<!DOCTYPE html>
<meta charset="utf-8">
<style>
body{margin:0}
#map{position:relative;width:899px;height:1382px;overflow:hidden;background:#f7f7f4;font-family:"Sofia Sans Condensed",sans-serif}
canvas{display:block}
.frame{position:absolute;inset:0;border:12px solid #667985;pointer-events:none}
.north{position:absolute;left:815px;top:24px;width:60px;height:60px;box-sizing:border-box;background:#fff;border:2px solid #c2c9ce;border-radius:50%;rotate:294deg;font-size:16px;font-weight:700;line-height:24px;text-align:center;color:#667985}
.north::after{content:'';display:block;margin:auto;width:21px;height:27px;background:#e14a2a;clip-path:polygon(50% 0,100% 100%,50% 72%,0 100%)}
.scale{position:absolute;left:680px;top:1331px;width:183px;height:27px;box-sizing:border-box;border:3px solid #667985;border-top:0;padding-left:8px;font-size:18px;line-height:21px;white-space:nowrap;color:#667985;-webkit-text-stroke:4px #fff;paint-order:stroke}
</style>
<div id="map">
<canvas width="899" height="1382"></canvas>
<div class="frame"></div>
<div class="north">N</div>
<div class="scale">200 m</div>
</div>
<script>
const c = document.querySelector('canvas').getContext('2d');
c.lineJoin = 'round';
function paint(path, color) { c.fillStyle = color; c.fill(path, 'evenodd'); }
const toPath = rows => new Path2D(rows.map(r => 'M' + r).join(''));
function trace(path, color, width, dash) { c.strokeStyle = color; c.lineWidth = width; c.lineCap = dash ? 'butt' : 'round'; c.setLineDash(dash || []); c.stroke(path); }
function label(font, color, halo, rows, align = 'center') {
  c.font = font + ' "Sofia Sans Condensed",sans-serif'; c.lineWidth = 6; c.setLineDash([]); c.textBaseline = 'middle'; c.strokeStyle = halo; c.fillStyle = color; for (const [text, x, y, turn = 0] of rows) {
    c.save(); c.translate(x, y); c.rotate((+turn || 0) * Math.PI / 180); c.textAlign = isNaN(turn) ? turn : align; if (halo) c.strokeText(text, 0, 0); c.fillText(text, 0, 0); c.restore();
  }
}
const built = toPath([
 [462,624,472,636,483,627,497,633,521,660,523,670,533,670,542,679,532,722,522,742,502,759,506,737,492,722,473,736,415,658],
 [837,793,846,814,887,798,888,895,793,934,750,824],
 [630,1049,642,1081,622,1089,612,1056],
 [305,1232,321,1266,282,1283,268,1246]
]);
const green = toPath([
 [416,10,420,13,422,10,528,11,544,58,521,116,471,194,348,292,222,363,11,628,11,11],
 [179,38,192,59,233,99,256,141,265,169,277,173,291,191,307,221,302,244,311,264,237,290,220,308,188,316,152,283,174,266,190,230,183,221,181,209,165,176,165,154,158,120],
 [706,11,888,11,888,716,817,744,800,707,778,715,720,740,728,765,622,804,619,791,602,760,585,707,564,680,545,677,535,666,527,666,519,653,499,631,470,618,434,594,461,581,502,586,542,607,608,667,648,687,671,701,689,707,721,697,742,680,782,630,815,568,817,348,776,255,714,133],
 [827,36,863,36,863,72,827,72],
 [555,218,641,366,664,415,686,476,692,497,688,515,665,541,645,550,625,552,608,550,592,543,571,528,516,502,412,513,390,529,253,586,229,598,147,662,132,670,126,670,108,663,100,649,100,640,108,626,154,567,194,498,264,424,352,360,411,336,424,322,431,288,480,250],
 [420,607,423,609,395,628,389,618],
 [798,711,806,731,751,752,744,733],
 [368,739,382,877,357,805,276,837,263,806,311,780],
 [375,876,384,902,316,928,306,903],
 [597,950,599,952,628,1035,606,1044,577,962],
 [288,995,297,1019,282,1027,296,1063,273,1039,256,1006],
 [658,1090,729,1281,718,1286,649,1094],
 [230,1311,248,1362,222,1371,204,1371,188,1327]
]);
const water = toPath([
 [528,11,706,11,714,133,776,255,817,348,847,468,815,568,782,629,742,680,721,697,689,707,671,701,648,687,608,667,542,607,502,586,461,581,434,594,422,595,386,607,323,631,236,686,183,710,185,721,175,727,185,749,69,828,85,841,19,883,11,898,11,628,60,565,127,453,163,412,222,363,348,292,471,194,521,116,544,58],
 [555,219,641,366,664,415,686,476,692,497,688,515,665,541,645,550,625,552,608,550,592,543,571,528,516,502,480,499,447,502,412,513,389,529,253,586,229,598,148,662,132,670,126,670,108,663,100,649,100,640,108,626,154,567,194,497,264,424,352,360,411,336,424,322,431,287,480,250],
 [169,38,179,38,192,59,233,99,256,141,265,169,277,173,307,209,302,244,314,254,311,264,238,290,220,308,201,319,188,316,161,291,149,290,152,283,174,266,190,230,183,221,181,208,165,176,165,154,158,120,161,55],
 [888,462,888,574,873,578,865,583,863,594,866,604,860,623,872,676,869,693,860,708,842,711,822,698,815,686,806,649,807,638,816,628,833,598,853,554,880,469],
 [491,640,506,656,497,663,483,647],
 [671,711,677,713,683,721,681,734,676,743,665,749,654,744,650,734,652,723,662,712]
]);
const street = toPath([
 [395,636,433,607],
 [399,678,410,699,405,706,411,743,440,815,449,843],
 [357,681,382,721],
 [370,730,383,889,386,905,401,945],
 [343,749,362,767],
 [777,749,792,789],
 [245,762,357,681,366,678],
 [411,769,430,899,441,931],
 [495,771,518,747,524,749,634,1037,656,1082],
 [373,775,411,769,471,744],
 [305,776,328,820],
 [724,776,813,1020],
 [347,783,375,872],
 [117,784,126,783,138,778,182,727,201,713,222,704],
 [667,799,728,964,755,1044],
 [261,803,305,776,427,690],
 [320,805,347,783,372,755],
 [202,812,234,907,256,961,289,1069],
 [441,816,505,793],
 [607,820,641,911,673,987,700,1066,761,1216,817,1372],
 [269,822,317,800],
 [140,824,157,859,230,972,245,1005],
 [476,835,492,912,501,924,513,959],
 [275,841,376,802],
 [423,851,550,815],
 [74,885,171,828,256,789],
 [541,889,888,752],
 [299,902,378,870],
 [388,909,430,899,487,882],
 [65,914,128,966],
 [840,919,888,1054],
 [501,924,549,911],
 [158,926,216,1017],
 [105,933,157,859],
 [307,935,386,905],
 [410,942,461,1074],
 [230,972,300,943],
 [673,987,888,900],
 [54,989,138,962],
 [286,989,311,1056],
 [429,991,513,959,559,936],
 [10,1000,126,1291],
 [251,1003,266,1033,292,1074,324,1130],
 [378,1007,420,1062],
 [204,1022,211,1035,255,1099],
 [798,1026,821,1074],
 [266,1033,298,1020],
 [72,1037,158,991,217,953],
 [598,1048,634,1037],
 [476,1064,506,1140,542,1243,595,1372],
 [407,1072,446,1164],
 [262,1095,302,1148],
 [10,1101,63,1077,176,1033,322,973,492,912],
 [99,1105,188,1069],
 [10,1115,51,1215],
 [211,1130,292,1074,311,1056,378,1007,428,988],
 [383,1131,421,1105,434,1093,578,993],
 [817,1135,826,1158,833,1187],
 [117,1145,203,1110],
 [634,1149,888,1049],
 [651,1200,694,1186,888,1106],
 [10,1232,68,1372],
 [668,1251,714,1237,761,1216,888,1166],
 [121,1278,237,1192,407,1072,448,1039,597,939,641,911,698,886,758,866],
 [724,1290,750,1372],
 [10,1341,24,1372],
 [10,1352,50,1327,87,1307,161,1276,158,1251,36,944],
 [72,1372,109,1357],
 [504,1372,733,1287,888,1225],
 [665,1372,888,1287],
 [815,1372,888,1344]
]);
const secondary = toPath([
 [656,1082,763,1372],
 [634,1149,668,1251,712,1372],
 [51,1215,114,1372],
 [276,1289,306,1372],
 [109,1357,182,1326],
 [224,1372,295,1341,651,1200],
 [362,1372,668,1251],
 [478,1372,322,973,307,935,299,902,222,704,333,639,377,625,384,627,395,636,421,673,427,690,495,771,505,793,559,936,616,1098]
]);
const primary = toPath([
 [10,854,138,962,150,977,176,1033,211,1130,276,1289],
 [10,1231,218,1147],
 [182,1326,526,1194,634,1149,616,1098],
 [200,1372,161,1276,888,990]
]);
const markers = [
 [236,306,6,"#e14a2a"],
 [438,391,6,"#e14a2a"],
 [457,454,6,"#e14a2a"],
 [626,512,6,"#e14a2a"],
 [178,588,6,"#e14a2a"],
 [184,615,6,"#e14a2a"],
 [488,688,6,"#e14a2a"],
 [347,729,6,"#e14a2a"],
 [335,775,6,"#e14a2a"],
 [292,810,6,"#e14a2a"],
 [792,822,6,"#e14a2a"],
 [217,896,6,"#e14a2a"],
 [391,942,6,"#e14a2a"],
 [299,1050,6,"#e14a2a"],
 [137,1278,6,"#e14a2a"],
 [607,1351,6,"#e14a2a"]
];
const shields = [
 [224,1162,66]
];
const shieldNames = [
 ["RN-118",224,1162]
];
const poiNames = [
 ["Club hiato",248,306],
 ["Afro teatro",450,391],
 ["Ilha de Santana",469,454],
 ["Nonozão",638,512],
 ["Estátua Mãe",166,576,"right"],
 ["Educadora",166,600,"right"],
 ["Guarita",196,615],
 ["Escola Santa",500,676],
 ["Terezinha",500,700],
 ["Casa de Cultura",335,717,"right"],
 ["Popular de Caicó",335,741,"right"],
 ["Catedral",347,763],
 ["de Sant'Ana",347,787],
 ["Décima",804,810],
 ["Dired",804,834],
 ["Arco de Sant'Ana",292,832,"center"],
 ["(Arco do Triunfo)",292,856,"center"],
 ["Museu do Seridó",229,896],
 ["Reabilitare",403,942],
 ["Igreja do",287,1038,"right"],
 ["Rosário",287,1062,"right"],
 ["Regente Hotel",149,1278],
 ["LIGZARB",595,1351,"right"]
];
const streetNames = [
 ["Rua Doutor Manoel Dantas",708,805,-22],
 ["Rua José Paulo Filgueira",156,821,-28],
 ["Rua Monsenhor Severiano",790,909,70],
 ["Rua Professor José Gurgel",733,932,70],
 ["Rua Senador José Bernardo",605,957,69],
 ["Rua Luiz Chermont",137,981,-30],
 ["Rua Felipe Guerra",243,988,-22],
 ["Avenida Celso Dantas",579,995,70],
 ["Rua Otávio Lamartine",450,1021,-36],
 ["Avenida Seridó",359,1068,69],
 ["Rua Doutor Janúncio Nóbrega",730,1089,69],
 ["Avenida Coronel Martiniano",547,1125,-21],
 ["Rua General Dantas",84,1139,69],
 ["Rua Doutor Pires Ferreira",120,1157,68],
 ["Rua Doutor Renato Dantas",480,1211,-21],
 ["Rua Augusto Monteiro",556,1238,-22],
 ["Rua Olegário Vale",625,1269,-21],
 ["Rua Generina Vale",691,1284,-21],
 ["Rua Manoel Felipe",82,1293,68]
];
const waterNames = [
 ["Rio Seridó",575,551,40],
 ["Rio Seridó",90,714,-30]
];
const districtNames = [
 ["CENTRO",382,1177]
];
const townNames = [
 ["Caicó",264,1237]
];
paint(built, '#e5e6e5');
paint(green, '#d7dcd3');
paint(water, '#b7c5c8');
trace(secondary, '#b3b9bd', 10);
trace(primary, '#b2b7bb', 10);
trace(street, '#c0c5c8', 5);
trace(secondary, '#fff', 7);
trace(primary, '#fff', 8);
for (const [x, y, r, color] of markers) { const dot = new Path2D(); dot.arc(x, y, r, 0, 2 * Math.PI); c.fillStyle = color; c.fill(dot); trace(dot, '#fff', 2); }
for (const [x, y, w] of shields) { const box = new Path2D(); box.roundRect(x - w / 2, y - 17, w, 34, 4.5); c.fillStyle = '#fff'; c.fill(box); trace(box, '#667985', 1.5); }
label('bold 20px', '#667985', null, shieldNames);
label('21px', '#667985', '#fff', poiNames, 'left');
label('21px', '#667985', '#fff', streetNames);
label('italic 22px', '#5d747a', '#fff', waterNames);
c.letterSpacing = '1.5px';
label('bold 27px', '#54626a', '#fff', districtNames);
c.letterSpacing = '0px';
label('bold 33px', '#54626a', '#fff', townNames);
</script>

EXERCISE GOAL: The answer must consist of each line from the entries that contains the string "canvas".

SOLUTION:
canvas{display:block}
<canvas width="899" height="1382"></canvas>
const c = document.querySelector('canvas').getContext('2d');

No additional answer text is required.